PROMPT: From the entries below, please output exactly the lines starting at the one containing "filter:drop-shadow(2px 0 #848b73)" and ending at the one containing "translate:-50% -50%; white-space:nowrap;", both included.

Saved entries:
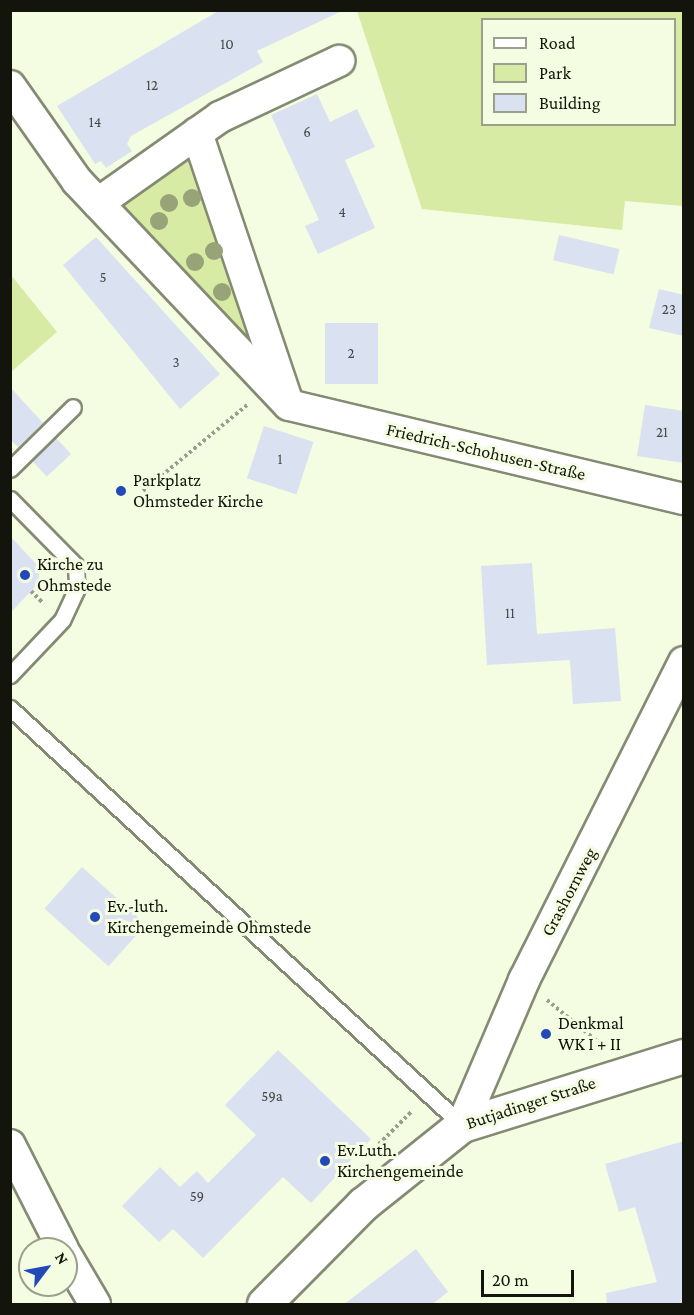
<!DOCTYPE html>
<html>
<head>
<meta charset="utf-8">
<style>
	body { margin:0 }
	#map { position:relative; width:694px; height:1315px; overflow:hidden; background:#f4fce2; font-family:"Crimson Pro",serif }
	div>[style] { position:absolute }
	.green>* { inset:0; background:#d7eba4 }
	.building>* { inset:0; background:#dae1f0; transform-origin:0 0 }
	.path>* { height:4px; margin-top:-2px; transform-origin:0; background:repeating-linear-gradient(90deg,#999f8c 0 3px,transparent 0 6px) }
	.roads { filter:drop-shadow(2px 0 #848b73) drop-shadow(-2px 0 #848b73) drop-shadow(0 2px #848b73) drop-shadow(0 -2px #848b73) }
	.lane>* { height:15px; margin:-7.5px; padding:0 7.5px; transform-origin:7.5px; border-radius:7.5px; background:#fff }
	.street>* { height:30px; margin:-15px; padding:0 15px; transform-origin:15px; border-radius:15px; background:#fff }
	.secondary>* { height:33px; margin:-16.5px; padding:0 16.5px; transform-origin:16.5px; border-radius:16.5px; background:#fff }
	.trees>* { width:18px; height:18px; margin:-9px; border-radius:50%; background:#99a378 }
	.dots>* { width:16px; height:16px; translate:-50% -50%; box-sizing:border-box; border:3px solid #f4fce2; border-radius:50% }
	span { translate:-50% -50%; white-space:nowrap; text-align:center; line-height:1.15; -webkit-text-stroke:6px #f4fce2; paint-order:stroke }
	.number-label { font-size:15px; color:#454845 }
	.number-label span { -webkit-text-stroke-width:0 }
	.street-label { font-size:18px; color:#13150c }
	.poi-label { font-size:18px; color:#13150c }
	.left { translate:0 -50%; text-align:left }
	.frame { position:absolute; inset:0; border:12px solid #13150c; pointer-events:none }
	.legend { position:absolute; left:481px; top:18px; width:195px; height:108px; box-sizing:border-box; background:#f4fce2; border:2px solid #9aa08c; margin:0; padding:8px 10px; list-style:none; font-size:18px; color:#13150c }
	.legend li { display:flex; align-items:center; gap:12px; height:30px }
	.legend b { width:30px; border:2px solid #9aa08c }
	.north { position:absolute; left:18px; top:1237px; width:60px; height:60px; box-sizing:border-box; background:#f4fce2; border:2px solid #9aa08c; border-radius:50%; rotate:58deg; font-size:16px; font-weight:700; line-height:24px; text-align:center; color:#13150c }
	.north::after { content:''; display:block; margin:auto; width:21px; height:27px; background:#2249b7; clip-path:polygon(50% 0,100% 100%,50% 72%,0 100%) }
	.scale { position:absolute; left:481px; top:1270px; width:93px; height:27px; box-sizing:border-box; border:3px solid #13150c; border-top:0; padding-left:8px; font-size:18px; line-height:21px; white-space:nowrap; color:#13150c; -webkit-text-stroke:4px #f4fce2; paint-order:stroke }
</style>
</head>
<body>
<div id="map">
	<div class="green">
		<div style="clip-path:polygon(evenodd,357px 11px,683px 11px,683px 206px,625px 201px,622px 230px,422px 209px,357px 11px,482px 20px,674px 20px,674px 124px,482px 124px,482px 20px)"></div>
		<div style="clip-path:polygon(191px 153px,262px 359px,117px 206px)"></div>
		<div style="clip-path:polygon(11px 275px,57px 332px,11px 372px,10px 372px)"></div>
	</div>
	<div class="building">
		<div style="clip-path:polygon(220px 10px,344px 10px,257px 51px,263px 62px,131px 136px,127px 144px,132px 151px,106px 168px,101px 161px,95px 164px,57px 106px)"></div>
		<div style="clip-path:polygon(317px 94px,330px 122px,357px 109px,375px 147px,345px 160px,375px 228px,318px 254px,305px 226px,319px 220px,271px 115px)"></div>
		<div style="left:559px;top:235px;width:62px;height:26px;rotate:13deg"></div>
		<div style="clip-path:polygon(96px 237px,220px 374px,180px 409px,63px 265px)"></div>
		<div style="clip-path:polygon(659px 289px,684px 295px,684px 336px,649px 328px)"></div>
		<div style="left:325px;top:323px;width:53px;height:61px"></div>
		<div style="clip-path:polygon(10px 387px,43px 423px,18px 447px,10px 439px)"></div>
		<div style="clip-path:polygon(645px 405px,684px 411px,684px 463px,637px 456px)"></div>
		<div style="left:264px;top:426px;width:52px;height:55px;rotate:18deg"></div>
		<div style="left:56px;top:438px;width:22px;height:33px;rotate:47deg"></div>
		<div style="clip-path:polygon(10px 536px,39px 567px,39px 583px,10px 613px)"></div>
		<div style="clip-path:polygon(532px 563px,537px 634px,615px 628px,621px 701px,573px 704px,570px 660px,487px 665px,481px 566px)"></div>
		<div style="left:82px;top:867px;width:86px;height:56px;rotate:42deg"></div>
		<div style="clip-path:polygon(278px 1050px,371px 1139px,311px 1203px,283px 1177px,203px 1258px,173px 1229px,159px 1242px,122px 1206px,160px 1167px,180px 1187px,197px 1171px,208px 1183px,256px 1135px,225px 1105px)"></div>
		<div style="clip-path:polygon(684px 1141px,684px 1305px,607px 1305px,606px 1293px,657px 1282px,635px 1207px,619px 1212px,605px 1164px)"></div>
		<div style="clip-path:polygon(416px 1249px,448px 1292px,431px 1305px,343px 1305px)"></div>
	</div>
	<div class="path">
		<div style="left:143px;top:491px;width:135px;rotate:-39.6deg"></div>
		<div style="left:31px;top:591px;width:18px;rotate:45deg"></div>
		<div style="left:547px;top:1000px;width:74px;rotate:39.5deg"></div>
		<div style="left:366px;top:1157px;width:66px;rotate:-45deg"></div>
	</div>
	<div class="roads">
		<div class="lane">
			<div style="left:10px;top:469px;width:88px;rotate:-44.5deg"></div>
			<div style="left:10px;top:499px;width:94px;rotate:45.4deg"></div>
			<div style="left:76px;top:566px;width:22px;rotate:87deg"></div>
			<div style="left:77px;top:588px;width:35px;rotate:115deg"></div>
			<div style="left:62px;top:620px;width:76px;rotate:133.4deg"></div>
			<div style="left:10px;top:708px;width:615px;rotate:42.69deg"></div>
		</div>
		<div class="street">
			<div style="left:10px;top:86px;width:116px;rotate:54.8deg"></div>
			<div style="left:77px;top:181px;width:308px;rotate:46.6deg"></div>
			<div style="left:289px;top:405px;width:406px;rotate:13.4deg"></div>
			<div style="left:197px;top:133px;width:279px;rotate:71.4deg"></div>
			<div style="left:98px;top:203px;width:149px;rotate:-35.2deg"></div>
			<div style="left:220px;top:117px;width:132px;rotate:-25.2deg"></div>
			<div style="left:462px;top:1125px;width:158px;rotate:-66.8deg"></div>
			<div style="left:524px;top:980px;width:356px;rotate:-63.3deg"></div>
			<div style="left:10px;top:1145px;width:117px;rotate:63deg"></div>
			<div style="left:66px;top:1255px;width:57px;rotate:59.4deg"></div>
		</div>
		<div class="secondary">
			<div style="left:264px;top:1304px;width:141px;rotate:-45.3deg"></div>
			<div style="left:363px;top:1204px;width:127px;rotate:-38.6deg"></div>
			<div style="left:462px;top:1125px;width:232px;rotate:-17.3deg"></div>
		</div>
	</div>
	<div class="trees">
		<div style="left:192px;top:198px"></div>
		<div style="left:169px;top:203px"></div>
		<div style="left:159px;top:221px"></div>
		<div style="left:214px;top:251px"></div>
		<div style="left:195px;top:262px"></div>
		<div style="left:222px;top:292px"></div>
	</div>
	<div class="dots">
		<div style="left:121px;top:491px;background:#2249b7"></div>
		<div style="left:25px;top:575px;background:#2249b7"></div>
		<div style="left:95px;top:917px;background:#2249b7"></div>
		<div style="left:546px;top:1034px;background:#2249b7"></div>
		<div style="left:325px;top:1161px;background:#2249b7"></div>
	</div>
	<div class="number-label">
		<span style="left:227px;top:45px">10</span>
		<span style="left:152px;top:86px">12</span>
		<span style="left:95px;top:123px">14</span>
		<span style="left:307px;top:133px">6</span>
		<span style="left:342px;top:213px">4</span>
		<span style="left:103px;top:278px">5</span>
		<span style="left:669px;top:310px">23</span>
		<span style="left:351px;top:354px">2</span>
		<span style="left:176px;top:363px">3</span>
		<span style="left:662px;top:433px">21</span>
		<span style="left:280px;top:460px">1</span>
		<span style="left:510px;top:614px">11</span>
		<span style="left:272px;top:1097px">59a</span>
		<span style="left:197px;top:1197px">59</span>
	</div>
	<div class="street-label">
		<span style="left:486px;top:452px;rotate:13deg">Friedrich-Schohusen-Straße</span>
		<span style="left:569px;top:892px;rotate:-62deg">Grashornweg</span>
		<span style="left:531px;top:1103px;rotate:-18deg">Butjadinger Straße</span>
	</div>
	<div class="poi-label">
		<span class="left" style="left:133px;top:491px">Parkplatz<br>Ohmsteder Kirche</span>
		<span class="left" style="left:37px;top:575px">Kirche zu<br>Ohmstede</span>
		<span class="left" style="left:107px;top:917px">Ev.-luth.<br>Kirchengemeinde Ohmstede</span>
		<span class="left" style="left:558px;top:1034px">Denkmal<br>WK I + II</span>
		<span class="left" style="left:337px;top:1161px">Ev.Luth.<br>Kirchengemeinde</span>
	</div>
	<div class="frame"></div>
	<ul class="legend">
	<li><b style="height:8px;background:#fff"></b>Road</li>
	<li><b style="height:16px;background:#d7eba4"></b>Park</li>
	<li><b style="height:16px;background:#dae1f0"></b>Building</li>
	</ul>
	<div class="north">N</div>
	<div class="scale">20 m</div>
</div>
</body>
</html>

YOUR SOLUTION:
	.roads { filter:drop-shadow(2px 0 #848b73) drop-shadow(-2px 0 #848b73) drop-shadow(0 2px #848b73) drop-shadow(0 -2px #848b73) }
	.lane>* { height:15px; margin:-7.5px; padding:0 7.5px; transform-origin:7.5px; border-radius:7.5px; background:#fff }
	.street>* { height:30px; margin:-15px; padding:0 15px; transform-origin:15px; border-radius:15px; background:#fff }
	.secondary>* { height:33px; margin:-16.5px; padding:0 16.5px; transform-origin:16.5px; border-radius:16.5px; background:#fff }
	.trees>* { width:18px; height:18px; margin:-9px; border-radius:50%; background:#99a378 }
	.dots>* { width:16px; height:16px; translate:-50% -50%; box-sizing:border-box; border:3px solid #f4fce2; border-radius:50% }
	span { translate:-50% -50%; white-space:nowrap; text-align:center; line-height:1.15; -webkit-text-stroke:6px #f4fce2; paint-order:stroke }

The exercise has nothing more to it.